Exercise goal - Your answer must be an exact copy of every record below.

(Collected data)
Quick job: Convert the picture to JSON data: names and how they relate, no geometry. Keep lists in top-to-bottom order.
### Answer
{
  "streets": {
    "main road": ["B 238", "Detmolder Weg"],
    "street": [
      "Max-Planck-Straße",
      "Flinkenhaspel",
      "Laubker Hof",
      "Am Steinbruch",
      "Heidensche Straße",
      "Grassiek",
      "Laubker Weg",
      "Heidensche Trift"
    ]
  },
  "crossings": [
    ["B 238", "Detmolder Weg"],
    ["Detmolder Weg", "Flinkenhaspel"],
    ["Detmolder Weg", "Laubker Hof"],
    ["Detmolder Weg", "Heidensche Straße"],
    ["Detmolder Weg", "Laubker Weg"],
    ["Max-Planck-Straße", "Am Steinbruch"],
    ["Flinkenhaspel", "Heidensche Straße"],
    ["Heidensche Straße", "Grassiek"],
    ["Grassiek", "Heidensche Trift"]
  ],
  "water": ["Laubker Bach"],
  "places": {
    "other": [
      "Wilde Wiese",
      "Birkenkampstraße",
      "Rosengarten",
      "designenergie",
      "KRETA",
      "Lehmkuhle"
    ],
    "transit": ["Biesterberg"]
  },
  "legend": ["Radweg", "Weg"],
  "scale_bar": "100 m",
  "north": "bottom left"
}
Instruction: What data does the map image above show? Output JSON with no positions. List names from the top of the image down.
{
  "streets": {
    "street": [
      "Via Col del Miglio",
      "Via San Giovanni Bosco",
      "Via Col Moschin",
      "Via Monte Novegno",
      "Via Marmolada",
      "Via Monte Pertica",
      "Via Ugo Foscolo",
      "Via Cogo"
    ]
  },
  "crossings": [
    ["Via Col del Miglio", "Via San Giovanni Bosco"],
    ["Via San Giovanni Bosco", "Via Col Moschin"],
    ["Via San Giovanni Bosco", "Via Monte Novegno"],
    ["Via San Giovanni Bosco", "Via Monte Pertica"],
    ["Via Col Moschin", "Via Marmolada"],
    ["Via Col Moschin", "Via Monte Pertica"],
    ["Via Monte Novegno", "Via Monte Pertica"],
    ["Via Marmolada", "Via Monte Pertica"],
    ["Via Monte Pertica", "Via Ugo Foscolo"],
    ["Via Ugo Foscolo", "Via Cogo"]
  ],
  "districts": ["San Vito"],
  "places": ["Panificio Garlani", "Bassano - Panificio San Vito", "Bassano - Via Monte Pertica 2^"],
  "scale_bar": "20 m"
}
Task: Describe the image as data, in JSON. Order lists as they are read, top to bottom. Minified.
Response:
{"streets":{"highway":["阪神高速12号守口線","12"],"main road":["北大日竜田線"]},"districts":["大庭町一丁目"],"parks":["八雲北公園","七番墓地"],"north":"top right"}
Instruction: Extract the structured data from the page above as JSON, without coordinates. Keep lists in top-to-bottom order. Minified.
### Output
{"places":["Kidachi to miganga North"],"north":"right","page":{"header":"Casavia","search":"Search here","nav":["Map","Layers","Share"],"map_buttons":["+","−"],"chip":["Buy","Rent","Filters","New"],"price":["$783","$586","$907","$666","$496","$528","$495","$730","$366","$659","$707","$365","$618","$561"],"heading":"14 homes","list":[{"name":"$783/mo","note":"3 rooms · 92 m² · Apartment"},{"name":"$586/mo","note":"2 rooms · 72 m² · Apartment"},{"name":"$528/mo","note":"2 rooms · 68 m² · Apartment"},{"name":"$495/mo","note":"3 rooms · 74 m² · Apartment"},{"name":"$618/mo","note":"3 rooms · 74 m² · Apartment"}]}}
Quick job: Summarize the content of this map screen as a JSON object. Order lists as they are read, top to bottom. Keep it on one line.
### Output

Response to this task -
Quick job: Convert the picture to JSON data: names and how they relate, no geometry. Keep lists in top-to-bottom order.
### Answer
{
  "streets": {
    "main road": ["B 238", "Detmolder Weg"],
    "street": [
      "Max-Planck-Straße",
      "Flinkenhaspel",
      "Laubker Hof",
      "Am Steinbruch",
      "Heidensche Straße",
      "Grassiek",
      "Laubker Weg",
      "Heidensche Trift"
    ]
  },
  "crossings": [
    ["B 238", "Detmolder Weg"],
    ["Detmolder Weg", "Flinkenhaspel"],
    ["Detmolder Weg", "Laubker Hof"],
    ["Detmolder Weg", "Heidensche Straße"],
    ["Detmolder Weg", "Laubker Weg"],
    ["Max-Planck-Straße", "Am Steinbruch"],
    ["Flinkenhaspel", "Heidensche Straße"],
    ["Heidensche Straße", "Grassiek"],
    ["Grassiek", "Heidensche Trift"]
  ],
  "water": ["Laubker Bach"],
  "places": {
    "other": [
      "Wilde Wiese",
      "Birkenkampstraße",
      "Rosengarten",
      "designenergie",
      "KRETA",
      "Lehmkuhle"
    ],
    "transit": ["Biesterberg"]
  },
  "legend": ["Radweg", "Weg"],
  "scale_bar": "100 m",
  "north": "bottom left"
}
Instruction: What data does the map image above show? Output JSON with no positions. List names from the top of the image down.
{
  "streets": {
    "street": [
      "Via Col del Miglio",
      "Via San Giovanni Bosco",
      "Via Col Moschin",
      "Via Monte Novegno",
      "Via Marmolada",
      "Via Monte Pertica",
      "Via Ugo Foscolo",
      "Via Cogo"
    ]
  },
  "crossings": [
    ["Via Col del Miglio", "Via San Giovanni Bosco"],
    ["Via San Giovanni Bosco", "Via Col Moschin"],
    ["Via San Giovanni Bosco", "Via Monte Novegno"],
    ["Via San Giovanni Bosco", "Via Monte Pertica"],
    ["Via Col Moschin", "Via Marmolada"],
    ["Via Col Moschin", "Via Monte Pertica"],
    ["Via Monte Novegno", "Via Monte Pertica"],
    ["Via Marmolada", "Via Monte Pertica"],
    ["Via Monte Pertica", "Via Ugo Foscolo"],
    ["Via Ugo Foscolo", "Via Cogo"]
  ],
  "districts": ["San Vito"],
  "places": ["Panificio Garlani", "Bassano - Panificio San Vito", "Bassano - Via Monte Pertica 2^"],
  "scale_bar": "20 m"
}
Task: Describe the image as data, in JSON. Order lists as they are read, top to bottom. Minified.
Response:
{"streets":{"highway":["阪神高速12号守口線","12"],"main road":["北大日竜田線"]},"districts":["大庭町一丁目"],"parks":["八雲北公園","七番墓地"],"north":"top right"}
Instruction: Extract the structured data from the page above as JSON, without coordinates. Keep lists in top-to-bottom order. Minified.
### Output
{"places":["Kidachi to miganga North"],"north":"right","page":{"header":"Casavia","search":"Search here","nav":["Map","Layers","Share"],"map_buttons":["+","−"],"chip":["Buy","Rent","Filters","New"],"price":["$783","$586","$907","$666","$496","$528","$495","$730","$366","$659","$707","$365","$618","$561"],"heading":"14 homes","list":[{"name":"$783/mo","note":"3 rooms · 92 m² · Apartment"},{"name":"$586/mo","note":"2 rooms · 72 m² · Apartment"},{"name":"$528/mo","note":"2 rooms · 68 m² · Apartment"},{"name":"$495/mo","note":"3 rooms · 74 m² · Apartment"},{"name":"$618/mo","note":"3 rooms · 74 m² · Apartment"}]}}
Quick job: Summarize the content of this map screen as a JSON object. Order lists as they are read, top to bottom. Keep it on one line.
### Output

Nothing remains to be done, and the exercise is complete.